Adaptive multigrid methods for heterogeneous problems

Scott MacLachlan

Department of Computer Science and Engineering
University of Minnesota
4-192 EE/CS Building
200 Union Street SE
Minneapolis, MN 55455


Abstract

In recent years, substantial effort has been focused on developing methods capable of solving the large linear systems that arise from the discretization of partial differential equations. Multilevel methods, such as multigrid, provide optimal or near-optimal order solution techniques for many of these systems, based on the construction of coarse-scale problems that complement the fine-scale relaxation. Classical geometric and algebraic multigrid methods rely on (implicit) assumptions about the performance of relaxation in order to develop appropriately complementary coarse-grid correction processes. These assumptions lead to optimal (linear-scaling) methods, at the expense of robustness; the true potential of the multigrid approach has only been realized for a small class of problems.
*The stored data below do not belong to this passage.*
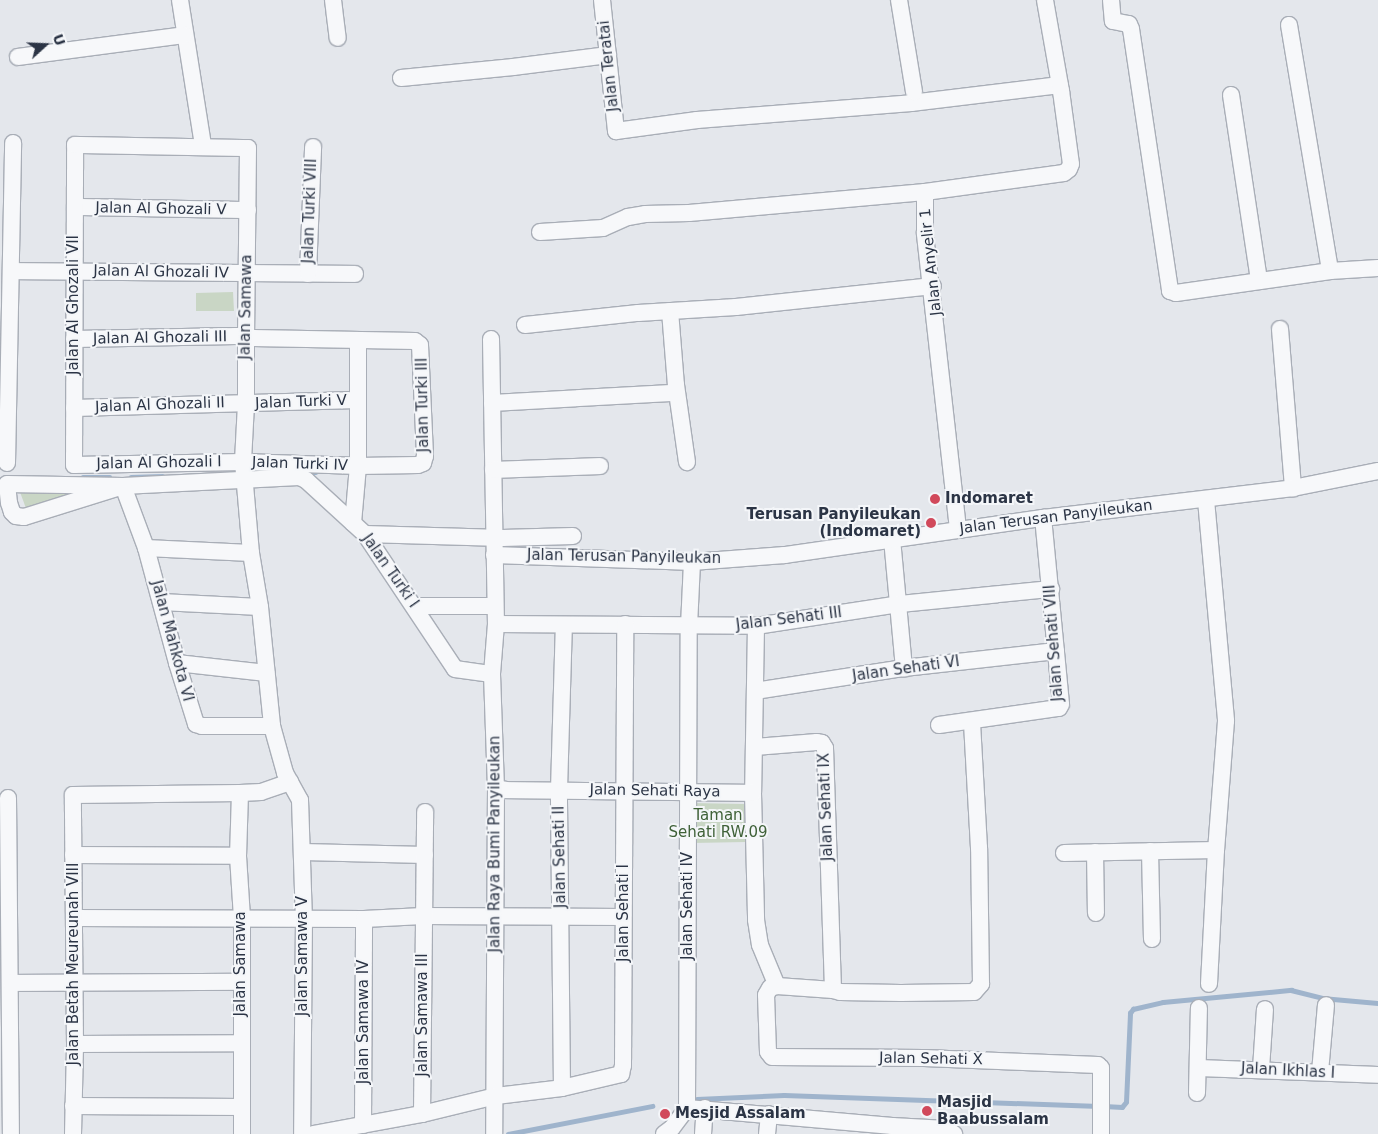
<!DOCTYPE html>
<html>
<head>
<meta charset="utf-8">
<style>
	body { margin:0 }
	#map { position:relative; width:1378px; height:1134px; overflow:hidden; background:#e4e7ec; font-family:"DejaVu Sans",sans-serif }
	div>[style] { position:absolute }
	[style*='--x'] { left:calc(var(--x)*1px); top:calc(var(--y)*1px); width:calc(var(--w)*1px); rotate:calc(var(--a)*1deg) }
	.green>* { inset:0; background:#c9d6c5 }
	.stream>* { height:4.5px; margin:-2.25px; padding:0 2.25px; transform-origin:2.25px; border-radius:2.25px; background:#9fb4cc }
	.roads { filter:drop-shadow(1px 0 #a9aeb7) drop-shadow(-1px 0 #a9aeb7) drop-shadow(0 1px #a9aeb7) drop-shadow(0 -1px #a9aeb7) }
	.minor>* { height:16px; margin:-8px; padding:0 8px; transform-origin:8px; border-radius:8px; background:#f7f8fa }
	.dots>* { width:14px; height:14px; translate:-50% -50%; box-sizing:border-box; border:2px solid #f4f6f9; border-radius:50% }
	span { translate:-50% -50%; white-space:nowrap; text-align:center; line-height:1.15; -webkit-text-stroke:4px #f4f6f9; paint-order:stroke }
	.street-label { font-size:15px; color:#2b3445 }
	.poi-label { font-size:15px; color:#2b3445; font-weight:700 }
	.left { translate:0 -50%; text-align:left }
	.right { translate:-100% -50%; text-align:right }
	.park-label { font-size:15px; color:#3f6138 }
	.north { position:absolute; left:20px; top:20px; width:50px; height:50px; -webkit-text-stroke:4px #f4f6f9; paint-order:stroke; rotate:70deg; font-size:14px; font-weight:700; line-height:20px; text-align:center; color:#2b3445 }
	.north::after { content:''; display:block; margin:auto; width:18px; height:22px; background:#2b3445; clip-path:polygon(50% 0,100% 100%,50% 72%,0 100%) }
</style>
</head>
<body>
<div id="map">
	<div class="green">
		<i style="clip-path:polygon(233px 292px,234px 311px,196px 311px,196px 293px)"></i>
		<i style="clip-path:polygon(17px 484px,104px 487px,27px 511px)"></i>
		<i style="clip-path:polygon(690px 803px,744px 804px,746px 842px,692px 843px)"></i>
	</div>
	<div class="stream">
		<i style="--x:305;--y:473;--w:11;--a:0"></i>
		<i style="--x:83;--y:477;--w:27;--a:0"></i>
		<i style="--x:131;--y:477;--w:31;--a:-2"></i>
		<i style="--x:697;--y:1099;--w:87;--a:-2.6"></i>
		<i style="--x:784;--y:1095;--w:315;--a:2"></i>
		<i style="--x:1104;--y:1106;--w:18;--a:3"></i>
		<i style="--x:1122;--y:1107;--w:6;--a:-51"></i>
		<i style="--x:1126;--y:1102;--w:89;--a:-87.4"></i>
		<i style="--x:1130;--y:1013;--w:5;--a:-53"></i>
		<i style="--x:1133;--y:1009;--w:31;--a:-13"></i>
		<i style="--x:1163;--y:1002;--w:129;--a:-5.4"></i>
		<i style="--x:1291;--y:990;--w:32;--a:14"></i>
		<i style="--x:1322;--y:998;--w:56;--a:5.1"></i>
		<i style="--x:508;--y:1134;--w:147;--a:-11"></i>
	</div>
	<div class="roads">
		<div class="minor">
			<i style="--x:180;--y:0;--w:148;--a:81"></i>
			<i style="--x:333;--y:0;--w:38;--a:83"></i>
			<i style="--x:602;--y:0;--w:132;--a:83.9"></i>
			<i style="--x:616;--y:131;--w:82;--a:-7.7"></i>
			<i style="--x:697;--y:120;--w:215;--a:-4.5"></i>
			<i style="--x:911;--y:103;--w:150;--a:-6.9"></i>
			<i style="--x:899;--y:0;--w:93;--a:80.7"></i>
			<i style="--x:1111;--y:0;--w:21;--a:85"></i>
			<i style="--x:1113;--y:21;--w:16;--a:11"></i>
			<i style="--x:1129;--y:24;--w:5;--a:68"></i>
			<i style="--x:1131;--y:29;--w:265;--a:81.5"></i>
			<i style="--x:1170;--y:291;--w:6;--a:18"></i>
			<i style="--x:1176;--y:293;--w:156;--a:-8.1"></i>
			<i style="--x:1330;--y:271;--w:48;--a:-3.6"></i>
			<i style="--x:1289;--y:25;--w:249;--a:80.5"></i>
			<i style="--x:18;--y:57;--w:167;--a:-7.5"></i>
			<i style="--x:401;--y:78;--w:113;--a:-5.6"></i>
			<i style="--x:513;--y:67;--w:96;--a:-7.2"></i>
			<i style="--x:1231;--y:95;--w:188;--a:81.4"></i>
			<i style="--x:75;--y:207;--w:173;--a:1"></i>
			<i style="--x:540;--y:232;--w:63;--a:-3.6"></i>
			<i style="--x:603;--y:228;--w:27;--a:-24"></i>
			<i style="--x:628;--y:217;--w:17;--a:-10"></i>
			<i style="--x:645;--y:214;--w:44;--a:-1.3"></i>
			<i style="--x:689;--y:213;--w:237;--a:-5.1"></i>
			<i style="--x:11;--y:271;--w:344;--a:0.5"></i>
			<i style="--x:308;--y:274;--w:127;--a:-87.7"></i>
			<i style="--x:670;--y:311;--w:74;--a:85.4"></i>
			<i style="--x:676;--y:385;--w:78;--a:81.9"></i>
			<i style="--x:525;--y:325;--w:114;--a:-6.1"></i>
			<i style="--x:638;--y:313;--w:98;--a:-3.5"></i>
			<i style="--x:736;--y:307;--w:198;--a:-6.1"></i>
			<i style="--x:1280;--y:329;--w:160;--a:85.3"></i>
			<i style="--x:74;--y:339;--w:162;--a:-1.1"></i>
			<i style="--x:236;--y:336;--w:10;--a:6"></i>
			<i style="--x:246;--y:337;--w:7;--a:8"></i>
			<i style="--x:253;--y:338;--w:162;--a:1.1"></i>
			<i style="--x:415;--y:341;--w:6;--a:39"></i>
			<i style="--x:420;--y:345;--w:111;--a:87.4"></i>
			<i style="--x:425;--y:456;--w:7;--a:106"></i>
			<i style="--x:423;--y:463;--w:5;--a:158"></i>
			<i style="--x:418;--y:465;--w:60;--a:179"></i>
			<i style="--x:358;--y:466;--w:115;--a:-178"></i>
			<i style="--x:243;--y:462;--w:169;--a:179"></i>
			<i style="--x:74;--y:465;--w:320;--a:-89.8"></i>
			<i style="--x:75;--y:145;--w:173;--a:1"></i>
			<i style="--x:248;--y:148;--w:189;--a:90.6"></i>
			<i style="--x:246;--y:337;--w:67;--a:90"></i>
			<i style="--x:246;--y:404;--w:58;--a:93"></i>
			<i style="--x:243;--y:462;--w:91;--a:85"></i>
			<i style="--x:251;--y:553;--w:55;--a:80.5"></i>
			<i style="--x:260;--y:607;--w:120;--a:84.2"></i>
			<i style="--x:272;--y:726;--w:49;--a:74.5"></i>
			<i style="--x:285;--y:773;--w:31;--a:61"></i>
			<i style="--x:300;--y:800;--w:119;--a:88.1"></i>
			<i style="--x:304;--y:919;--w:215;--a:90.5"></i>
			<i style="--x:491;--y:339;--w:285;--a:89"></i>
			<i style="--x:496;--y:624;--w:50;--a:94.6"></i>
			<i style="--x:492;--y:674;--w:114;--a:88"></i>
			<i style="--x:496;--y:788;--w:346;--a:90.3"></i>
			<i style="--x:492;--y:403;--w:179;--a:-3.2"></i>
			<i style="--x:74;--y:408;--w:283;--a:-1.6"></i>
			<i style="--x:7;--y:463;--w:320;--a:-88.9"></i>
			<i style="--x:493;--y:470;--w:107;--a:-2.1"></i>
			<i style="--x:123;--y:486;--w:104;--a:162.6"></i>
			<i style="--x:24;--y:517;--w:8;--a:-173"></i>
			<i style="--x:16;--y:516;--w:6;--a:-135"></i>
			<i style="--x:12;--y:512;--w:9;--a:-108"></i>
			<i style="--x:9;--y:503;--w:19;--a:-96"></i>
			<i style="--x:7;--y:484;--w:116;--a:1"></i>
			<i style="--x:123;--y:486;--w:176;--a:-2.9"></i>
			<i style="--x:299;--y:477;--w:8;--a:23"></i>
			<i style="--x:306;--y:480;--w:80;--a:42.5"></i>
			<i style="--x:365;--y:534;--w:162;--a:56.3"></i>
			<i style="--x:455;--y:669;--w:37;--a:8"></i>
			<i style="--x:123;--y:486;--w:66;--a:69.6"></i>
			<i style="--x:146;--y:548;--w:119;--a:74.9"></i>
			<i style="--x:177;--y:663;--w:64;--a:72.7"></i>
			<i style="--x:196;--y:724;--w:6;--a:18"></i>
			<i style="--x:202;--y:726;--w:70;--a:0"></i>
			<i style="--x:1206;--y:500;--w:222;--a:84.8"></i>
			<i style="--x:1226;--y:721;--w:129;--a:94.4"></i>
			<i style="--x:1216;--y:850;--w:134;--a:93"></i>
			<i style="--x:353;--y:523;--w:57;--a:-85"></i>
			<i style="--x:358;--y:466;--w:126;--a:-90"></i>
			<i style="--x:958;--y:529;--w:298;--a:-96.4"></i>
			<i style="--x:925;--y:233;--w:41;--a:-90"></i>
			<i style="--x:925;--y:192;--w:140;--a:-7.8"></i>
			<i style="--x:1064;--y:173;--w:6;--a:-39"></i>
			<i style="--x:1069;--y:169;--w:5;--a:-68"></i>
			<i style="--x:1071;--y:164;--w:74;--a:-97.8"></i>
			<i style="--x:1061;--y:91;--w:92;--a:-100"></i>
			<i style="--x:365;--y:534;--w:137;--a:1.7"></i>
			<i style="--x:502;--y:538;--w:71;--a:-1.6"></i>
			<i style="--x:892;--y:539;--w:130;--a:84.7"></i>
			<i style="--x:146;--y:548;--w:105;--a:2.7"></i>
			<i style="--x:494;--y:555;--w:198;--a:2"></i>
			<i style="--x:692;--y:562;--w:93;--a:-4.3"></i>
			<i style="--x:785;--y:555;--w:261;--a:-8.2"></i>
			<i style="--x:1043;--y:518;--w:252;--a:-6.8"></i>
			<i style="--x:1293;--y:488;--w:87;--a:-11.3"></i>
			<i style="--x:161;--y:602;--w:99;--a:2.9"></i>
			<i style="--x:414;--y:606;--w:81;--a:0"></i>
			<i style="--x:496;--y:624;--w:260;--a:0.4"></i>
			<i style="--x:756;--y:626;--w:146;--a:-8.7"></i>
			<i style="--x:900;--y:604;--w:152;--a:-5.7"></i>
			<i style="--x:756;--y:626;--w:167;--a:91"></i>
			<i style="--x:753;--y:793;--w:127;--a:88.6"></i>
			<i style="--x:756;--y:920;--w:25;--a:81"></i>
			<i style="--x:760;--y:945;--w:44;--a:67.5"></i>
			<i style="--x:177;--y:663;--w:90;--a:6.4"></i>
			<i style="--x:755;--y:691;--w:151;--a:-8.8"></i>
			<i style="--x:904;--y:668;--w:153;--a:-6.4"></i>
			<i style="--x:939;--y:725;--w:121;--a:-8.1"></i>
			<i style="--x:1059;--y:708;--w:4;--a:-63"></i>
			<i style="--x:1061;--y:704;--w:187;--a:-95.5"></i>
			<i style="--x:755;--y:747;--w:62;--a:-4.6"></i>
			<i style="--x:817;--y:742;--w:5;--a:11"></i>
			<i style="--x:822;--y:743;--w:6;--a:59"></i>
			<i style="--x:825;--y:748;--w:242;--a:88.1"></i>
			<i style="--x:833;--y:990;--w:7;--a:16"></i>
			<i style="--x:840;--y:992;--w:61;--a:0.9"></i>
			<i style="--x:901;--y:993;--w:73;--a:-0.8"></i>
			<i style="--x:974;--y:992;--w:11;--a:-49"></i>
			<i style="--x:981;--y:984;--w:136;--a:-90.8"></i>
			<i style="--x:979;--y:848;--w:126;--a:-93.2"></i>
			<i style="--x:496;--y:788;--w:10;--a:11"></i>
			<i style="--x:506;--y:790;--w:247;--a:0.7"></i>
			<i style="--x:240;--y:793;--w:63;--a:91.8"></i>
			<i style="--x:238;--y:856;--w:62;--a:86.3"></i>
			<i style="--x:242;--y:918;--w:216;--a:90"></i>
			<i style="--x:8;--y:798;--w:336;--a:89.5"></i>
			<i style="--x:1150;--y:851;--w:88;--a:88.7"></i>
			<i style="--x:303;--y:852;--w:122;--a:1.4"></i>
			<i style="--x:1095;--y:852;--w:61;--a:89.1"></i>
			<i style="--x:1064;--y:853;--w:152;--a:-1.1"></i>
			<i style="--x:73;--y:855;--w:165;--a:0.3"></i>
			<i style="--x:74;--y:918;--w:290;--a:0.2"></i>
			<i style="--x:364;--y:919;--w:59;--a:-2.9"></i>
			<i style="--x:423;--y:916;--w:200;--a:0.3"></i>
			<i style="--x:11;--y:983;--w:229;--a:-0.3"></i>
			<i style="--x:833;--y:990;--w:56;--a:-175.9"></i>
			<i style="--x:777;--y:986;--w:7;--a:164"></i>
			<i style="--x:770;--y:988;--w:8;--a:120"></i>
			<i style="--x:766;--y:995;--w:57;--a:88"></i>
			<i style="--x:768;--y:1052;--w:6;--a:51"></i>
			<i style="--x:772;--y:1057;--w:152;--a:0.4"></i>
			<i style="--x:924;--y:1058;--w:174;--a:2.3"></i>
			<i style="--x:1098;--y:1065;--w:4;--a:45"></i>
			<i style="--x:1101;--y:1068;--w:66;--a:90"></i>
			<i style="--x:75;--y:1044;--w:167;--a:-0.3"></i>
			<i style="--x:1199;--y:1068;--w:179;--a:2.2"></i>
			<i style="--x:1261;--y:1069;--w:60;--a:-86.2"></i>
			<i style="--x:1320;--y:1072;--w:67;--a:-84.9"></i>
			<i style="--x:562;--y:1088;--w:298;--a:-90.6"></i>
			<i style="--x:559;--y:790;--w:164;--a:-88.3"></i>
			<i style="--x:1197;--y:1093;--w:85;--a:-88.7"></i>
			<i style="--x:73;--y:1106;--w:169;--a:0.3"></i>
			<i style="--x:687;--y:1108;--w:482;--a:-89.8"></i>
			<i style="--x:689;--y:626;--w:64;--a:-87.3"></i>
			<i style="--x:687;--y:1108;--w:206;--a:5"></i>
			<i style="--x:892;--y:1126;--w:55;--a:3.1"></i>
			<i style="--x:947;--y:1129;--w:9;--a:36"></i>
			<i style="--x:422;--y:1114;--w:302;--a:-89.4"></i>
			<i style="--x:363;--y:1125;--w:206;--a:-89.7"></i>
			<i style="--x:73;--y:1134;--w:90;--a:-88.7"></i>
			<i style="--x:75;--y:1044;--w:249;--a:-90.5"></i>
			<i style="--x:73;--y:795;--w:167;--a:-0.7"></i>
			<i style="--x:240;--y:793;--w:21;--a:-3"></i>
			<i style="--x:261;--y:792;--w:31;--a:-19"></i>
			<i style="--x:313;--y:1134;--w:111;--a:-10.4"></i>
			<i style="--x:422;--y:1114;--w:76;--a:-13.7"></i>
			<i style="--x:496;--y:1096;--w:66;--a:-6.9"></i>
			<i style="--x:562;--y:1088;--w:61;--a:-13.3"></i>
			<i style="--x:621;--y:1074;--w:9;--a:-77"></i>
			<i style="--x:623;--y:1065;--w:441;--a:-89.7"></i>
			<i style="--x:664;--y:1134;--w:10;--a:-37"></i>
			<i style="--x:672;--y:1128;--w:25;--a:-53"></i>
			<i style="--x:703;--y:1134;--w:26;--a:-86"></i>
			<i style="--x:767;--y:1134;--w:20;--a:-84"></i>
		</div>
	</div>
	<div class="dots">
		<i style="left:935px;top:499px;background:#d1495b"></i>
		<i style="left:931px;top:523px;background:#d1495b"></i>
		<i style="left:927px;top:1111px;background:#d1495b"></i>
		<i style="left:665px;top:1114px;background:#d1495b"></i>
	</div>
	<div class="street-label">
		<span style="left:609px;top:66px;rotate:-96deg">Jalan Teratai</span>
		<span style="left:161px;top:209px;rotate:1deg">Jalan Al Ghozali V</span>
		<span style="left:310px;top:211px;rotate:-88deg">Jalan Turki VIII</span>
		<span style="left:931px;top:262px;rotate:-96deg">Jalan Anyelir 1</span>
		<span style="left:161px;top:272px;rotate:1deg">Jalan Al Ghozali IV</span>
		<span style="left:74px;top:305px;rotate:-90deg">Jalan Al Ghozali VII</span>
		<span style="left:246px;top:307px;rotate:-89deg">Jalan Samawa</span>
		<span style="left:160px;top:338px;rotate:-1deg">Jalan Al Ghozali III</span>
		<span style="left:301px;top:402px;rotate:-2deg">Jalan Turki V</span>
		<span style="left:160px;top:405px;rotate:-2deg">Jalan Al Ghozali II</span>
		<span style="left:423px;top:405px;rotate:-91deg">Jalan Turki III</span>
		<span style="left:159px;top:463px;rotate:-1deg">Jalan Al Ghozali I</span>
		<span style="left:300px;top:464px;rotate:2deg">Jalan Turki IV</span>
		<span style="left:1056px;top:517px;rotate:-7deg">Jalan Terusan Panyileukan</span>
		<span style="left:624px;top:557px;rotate:1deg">Jalan Terusan Panyileukan</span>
		<span style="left:390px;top:571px;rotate:55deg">Jalan Turki I</span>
		<span style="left:789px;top:619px;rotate:-7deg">Jalan Sehati III</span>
		<span style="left:172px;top:641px;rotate:75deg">Jalan Mahkota VI</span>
		<span style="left:1054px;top:643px;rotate:-94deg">Jalan Sehati VIII</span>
		<span style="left:906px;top:669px;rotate:-8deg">Jalan Sehati VI</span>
		<span style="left:655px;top:791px;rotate:1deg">Jalan Sehati Raya</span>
		<span style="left:826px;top:807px;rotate:-92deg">Jalan Sehati IX</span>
		<span style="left:495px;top:844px;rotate:-90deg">Jalan Raya Bumi Panyileukan</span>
		<span style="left:560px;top:857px;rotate:-91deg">Jalan Sehati II</span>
		<span style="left:688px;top:906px;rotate:-90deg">Jalan Sehati IV</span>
		<span style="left:624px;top:913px;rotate:-90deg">Jalan Sehati I</span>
		<span style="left:303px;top:956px;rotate:-90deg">Jalan Samawa V</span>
		<span style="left:74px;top:964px;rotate:-90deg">Jalan Betah Meureunah VIII</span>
		<span style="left:241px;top:964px;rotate:-90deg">Jalan Samawa</span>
		<span style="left:423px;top:1015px;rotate:-90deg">Jalan Samawa III</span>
		<span style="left:364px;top:1022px;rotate:-90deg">Jalan Samawa IV</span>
		<span style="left:931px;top:1059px;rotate:1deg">Jalan Sehati X</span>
		<span style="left:1288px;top:1071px;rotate:3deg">Jalan Ikhlas I</span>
	</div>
	<div class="poi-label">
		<span class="left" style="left:945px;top:499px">Indomaret</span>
		<span class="right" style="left:921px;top:523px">Terusan Panyileukan<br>(Indomaret)</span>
		<span class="left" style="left:937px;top:1111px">Masjid<br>Baabussalam</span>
		<span class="left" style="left:675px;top:1114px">Mesjid Assalam</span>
	</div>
	<div class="park-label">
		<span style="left:718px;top:824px">Taman<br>Sehati RW.09</span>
	</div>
	<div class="north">U</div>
</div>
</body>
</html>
In this talk, I will introduce the adaptive multigrid framework and discuss its application to problems in heterogeneous media. The aim of this approach is to reduce the restrictions imposed by the assumptions on relaxation, thus allowing for efficient black-box multigrid solution of a wider class of problems. Relaxation is used directly, to expose the components that slow convergence. Having identified these troublesome components, we construct complementary processes to avoid such failings. In this way, the multigrid solver itself is adapted to improve performance. The robustness of this approach is demonstrated, including its application to systems from linear elasticity and quantum chromodynamics.